Directions ▸ Keep only those lines of the records that include the string "compass".

Data for the task ▸
※

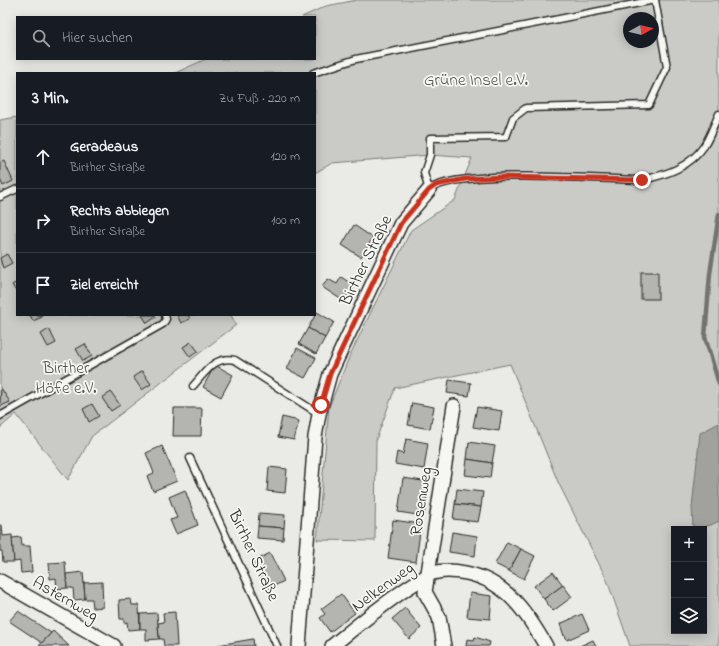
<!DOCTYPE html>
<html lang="de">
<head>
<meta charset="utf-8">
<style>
	:root { --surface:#171b24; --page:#242831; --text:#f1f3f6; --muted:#9ea1a6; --line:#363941 }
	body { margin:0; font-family:"Indie Flower",sans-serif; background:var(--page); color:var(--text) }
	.controls { position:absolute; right:12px; bottom:12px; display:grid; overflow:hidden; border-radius:0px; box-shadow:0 2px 10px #0003 }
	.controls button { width:36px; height:36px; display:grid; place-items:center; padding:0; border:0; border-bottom:1px solid var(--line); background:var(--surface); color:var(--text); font:20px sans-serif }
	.compass { position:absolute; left:623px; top:12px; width:36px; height:36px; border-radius:50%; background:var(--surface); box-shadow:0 2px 10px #0003; rotate:82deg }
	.stop { position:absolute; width:12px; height:12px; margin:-9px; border:3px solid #c8321e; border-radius:50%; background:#fff }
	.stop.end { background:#c8321e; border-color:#fff; box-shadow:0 1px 4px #0008 }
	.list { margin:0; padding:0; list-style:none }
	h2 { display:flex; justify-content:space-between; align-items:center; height:52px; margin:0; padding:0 16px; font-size:17px }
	h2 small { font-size:13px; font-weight:400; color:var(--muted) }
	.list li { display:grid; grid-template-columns:26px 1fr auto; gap:12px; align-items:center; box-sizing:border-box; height:64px; padding:0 16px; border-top:1px solid var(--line) }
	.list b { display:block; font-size:15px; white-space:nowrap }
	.list p { margin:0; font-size:13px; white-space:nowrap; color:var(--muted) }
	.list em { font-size:13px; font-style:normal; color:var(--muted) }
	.icon { flex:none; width:22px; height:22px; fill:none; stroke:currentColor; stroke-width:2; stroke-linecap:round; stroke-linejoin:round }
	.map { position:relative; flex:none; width:719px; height:646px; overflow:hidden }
	.search { position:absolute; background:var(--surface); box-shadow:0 2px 10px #0003; left:16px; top:16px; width:300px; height:44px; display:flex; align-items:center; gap:10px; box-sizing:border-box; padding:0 14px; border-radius:0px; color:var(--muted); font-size:15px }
	.panel { position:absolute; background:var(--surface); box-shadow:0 2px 10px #0003; left:16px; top:72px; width:300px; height:244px; border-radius:0px }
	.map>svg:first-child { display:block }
	.green { fill:#cacac7; stroke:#7a7a79; fill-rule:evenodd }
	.water { fill:#a1a19e; stroke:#727270 }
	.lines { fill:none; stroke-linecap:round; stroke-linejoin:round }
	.stream { stroke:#727270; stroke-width:4.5 }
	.building { fill:#b4b4b1; stroke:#2b2b2b }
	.service-casing { stroke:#2b2b2b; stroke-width:9 }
	.minor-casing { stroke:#2b2b2b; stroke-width:16 }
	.service { stroke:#f6f6f2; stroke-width:6 }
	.minor { stroke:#f6f6f2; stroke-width:13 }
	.route { stroke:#c8321e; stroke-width:5 }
	.labels { text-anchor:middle; stroke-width:3.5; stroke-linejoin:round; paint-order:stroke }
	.park-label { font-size:17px; fill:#535352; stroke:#f6f6f2 }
	.street-label { font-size:17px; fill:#2b2b2b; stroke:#f6f6f2 }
</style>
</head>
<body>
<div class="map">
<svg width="719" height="646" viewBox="0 0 719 646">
	<rect width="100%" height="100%" fill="#eaeae6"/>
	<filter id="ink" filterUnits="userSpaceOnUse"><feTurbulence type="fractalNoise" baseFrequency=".025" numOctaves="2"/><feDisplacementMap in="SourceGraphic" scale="8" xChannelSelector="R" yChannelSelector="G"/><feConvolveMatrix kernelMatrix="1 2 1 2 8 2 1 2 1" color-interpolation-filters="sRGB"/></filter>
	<g filter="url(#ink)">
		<g class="green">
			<path d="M357,0H719V646H630L607,580L558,482L510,364L395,388L376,440L375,541L317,540L329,407L350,355L411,230L455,200L472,158L430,155L332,163L315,173V73H175L206,59H315V17H302L326,6ZM629,18H653V42H629ZM674,529H704V631H674Z"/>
			<polygon points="17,117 17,315 231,315 236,325 92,436 68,480 16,414 0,428 0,120"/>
		</g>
		<polygon class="water" points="719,423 719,521 711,525 693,529 692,507 700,433"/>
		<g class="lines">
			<polyline class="stream" points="719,214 710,274 705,337 719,384"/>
		</g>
		<g class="building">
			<polygon points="4,161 13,181 3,186 0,179 0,163"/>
			<polygon points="354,225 373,238 361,257 342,245"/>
			<polygon points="7,254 12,263 3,268 0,258"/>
			<rect x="641" y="272" width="17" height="27"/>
			<polygon points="341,277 355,286 345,302 322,287 328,279 337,284"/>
			<polygon points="17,282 17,293 12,285"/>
			<polygon points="317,312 334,322 325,338 308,328"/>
			<polygon points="30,315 41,315 42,317 33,321"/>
			<polygon points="142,315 154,315 156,317 147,323"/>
			<polygon points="177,315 188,315 190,319 181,323"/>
			<polygon points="308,328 325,338 316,354 299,344"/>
			<polygon points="49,329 56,343 48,347 41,334"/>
			<polygon points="191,342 198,351 190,357 183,347"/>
			<polygon points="85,344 92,356 83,361 76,349"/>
			<polygon points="297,348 316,358 305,378 287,369"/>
			<polygon points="215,365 233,375 221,397 203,387"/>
			<polygon points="142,371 151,384 142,390 133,377"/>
			<polygon points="449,380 471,383 469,396 447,393"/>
			<polygon points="1,388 10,402 1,406 0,404"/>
			<polygon points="111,392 120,405 111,411 102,398"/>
			<polygon points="412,403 434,407 430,429 408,425"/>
			<polygon points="92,404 99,416 89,422 83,409"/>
			<polygon points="477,407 502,411 499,431 473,427"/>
			<polygon points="174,408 202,408 201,436 173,436"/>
			<polygon points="282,417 299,421 294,440 278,437"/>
			<polygon points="406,439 428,443 424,469 395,464 397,452 403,454"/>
			<polygon points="469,442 495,446 492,463 467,459"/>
			<polygon points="162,446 177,481 153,491 147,476 154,473 146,453"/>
			<polygon points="467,459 492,463 490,478 465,475"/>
			<polygon points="269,467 287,469 285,493 267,491"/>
			<polygon points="403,478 429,482 424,516 398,512"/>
			<polygon points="457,489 483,492 481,507 455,504"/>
			<polygon points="185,490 198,525 176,534 170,520 177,518 169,497"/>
			<polygon points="455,504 481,507 478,522 453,519"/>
			<polygon points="259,513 285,515 284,528 258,526"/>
			<polygon points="393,520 421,524 416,562 388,558"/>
			<polygon points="0,525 2,525 3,536 12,535 14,562 3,562 2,551 0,551"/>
			<polygon points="258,526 284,528 283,540 257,538"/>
			<polygon points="452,532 477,536 475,556 449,552"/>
			<polygon points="21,537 22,546 30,546 32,572 21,573 20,561 14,562 12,538"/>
			<polygon points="507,542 521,549 509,571 495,564"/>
			<polygon points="521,549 535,556 524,579 509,571"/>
			<polygon points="270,553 284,581 266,590 253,562"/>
			<polygon points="65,562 67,588 57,589 56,578 50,579 49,563"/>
			<polygon points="83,572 85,599 74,600 73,588 67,588 66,574"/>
			<polygon points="553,572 563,585 544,599 534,586"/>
			<polygon points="102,582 103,607 93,608 92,599 85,599 84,583"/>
			<polygon points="563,585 572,597 553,611 544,599"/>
			<polygon points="470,593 492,596 490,619 467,617"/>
			<polygon points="341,594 355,613 330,632 320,618 325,614 321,609"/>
			<polygon points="131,599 132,605 139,605 140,629 128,630 127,622 124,623 124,619 120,619 119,600"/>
			<polygon points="405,608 421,628 409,639 392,619"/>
			<polygon points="18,611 51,633 42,643 9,621"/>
			<polygon points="175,612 177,646 164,646 163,639 159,639 158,623 164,622 163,613"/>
			<polygon points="157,613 159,639 146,640 146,629 140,629 140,614"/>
			<polygon points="582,614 589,630 567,640 565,635 564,636 560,624"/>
			<polygon points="53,631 69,646 39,646"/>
			<polygon points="475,637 490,642 489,646 466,646 467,639 474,640"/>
			<polygon points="253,639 254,646 218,646 218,645"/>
			<polygon points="593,640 596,646 580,646"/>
		</g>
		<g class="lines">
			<g class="service-casing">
				<g id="service">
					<path d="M655,0L667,67L649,105L526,108L513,118L506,137L430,138V155L424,173L429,190C456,168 601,179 642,180C666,175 690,167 704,146C710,137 714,125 719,114"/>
					<polyline points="313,73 356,59 655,0"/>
					<polyline points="0,197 17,189"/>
					<path d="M193,386C205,373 215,355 235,360L319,414"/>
					<polyline points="0,416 163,324 166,319 165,315"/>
					<polyline points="190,458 277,646"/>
				</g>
			</g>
			<g class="minor-casing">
				<g id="minor">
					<polyline points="0,581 114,646"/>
					<polyline points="299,646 315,437 319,414 330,374 401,223 429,190"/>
					<path d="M332,646C358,625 384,603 412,585C419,581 425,576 433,573C443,570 456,571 466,573C506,581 527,613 546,646"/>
					<polyline points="444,646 439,617 425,592 454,406"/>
				</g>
			</g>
			<use href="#service" class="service"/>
			<use href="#minor" class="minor"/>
		</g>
	</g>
	<g class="lines" filter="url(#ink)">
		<polyline class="route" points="321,405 330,374 401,223 429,190 436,185 465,179 501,177 642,180"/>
	</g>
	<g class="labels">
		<g class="park-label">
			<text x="476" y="85">Grüne Insel e.V.</text>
			<text x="66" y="373">Birther<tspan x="66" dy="20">Höfe e.V.</tspan></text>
		</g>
		<g class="street-label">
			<text transform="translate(365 260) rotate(-64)" y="6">Birther Straße</text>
			<text transform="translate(420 501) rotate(-81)" y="6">Rosenweg</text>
			<text transform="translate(255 555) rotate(65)" y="6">Birther Straße</text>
			<text transform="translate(382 586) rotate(-36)" y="6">Nelkenweg</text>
			<text transform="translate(66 598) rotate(30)" y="6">Asternweg</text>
		</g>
	</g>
</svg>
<div class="controls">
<button>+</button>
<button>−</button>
<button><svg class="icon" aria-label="layers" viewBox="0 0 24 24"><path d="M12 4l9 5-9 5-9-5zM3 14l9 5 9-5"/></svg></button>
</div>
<svg class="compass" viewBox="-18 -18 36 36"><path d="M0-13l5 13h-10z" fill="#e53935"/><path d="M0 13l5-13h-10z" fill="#9ea1a6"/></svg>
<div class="stop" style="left:321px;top:405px"></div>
<div class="stop end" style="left:642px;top:180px"></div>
<div class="search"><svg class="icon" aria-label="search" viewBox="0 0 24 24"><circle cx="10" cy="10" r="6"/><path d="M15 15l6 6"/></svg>Hier suchen</div>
<section class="panel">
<h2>3 Min.<small>Zu Fuß · 220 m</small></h2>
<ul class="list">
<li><svg class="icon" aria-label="ahead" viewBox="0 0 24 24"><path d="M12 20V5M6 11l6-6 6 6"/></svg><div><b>Geradeaus</b><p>Birther Straße</p></div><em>120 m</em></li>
<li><svg class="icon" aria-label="right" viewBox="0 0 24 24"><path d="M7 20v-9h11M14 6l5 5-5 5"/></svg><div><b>Rechts abbiegen</b><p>Birther Straße</p></div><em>100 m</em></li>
<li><svg class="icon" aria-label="arrive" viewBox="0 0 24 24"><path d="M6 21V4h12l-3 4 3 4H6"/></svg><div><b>Ziel erreicht</b></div></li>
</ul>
</section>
</div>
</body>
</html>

※

Result of the exercise ▸
	.compass { position:absolute; left:623px; top:12px; width:36px; height:36px; border-radius:50%; background:var(--surface); box-shadow:0 2px 10px #0003; rotate:82deg }
<svg class="compass" viewBox="-18 -18 36 36"><path d="M0-13l5 13h-10z" fill="#e53935"/><path d="M0 13l5-13h-10z" fill="#9ea1a6"/></svg>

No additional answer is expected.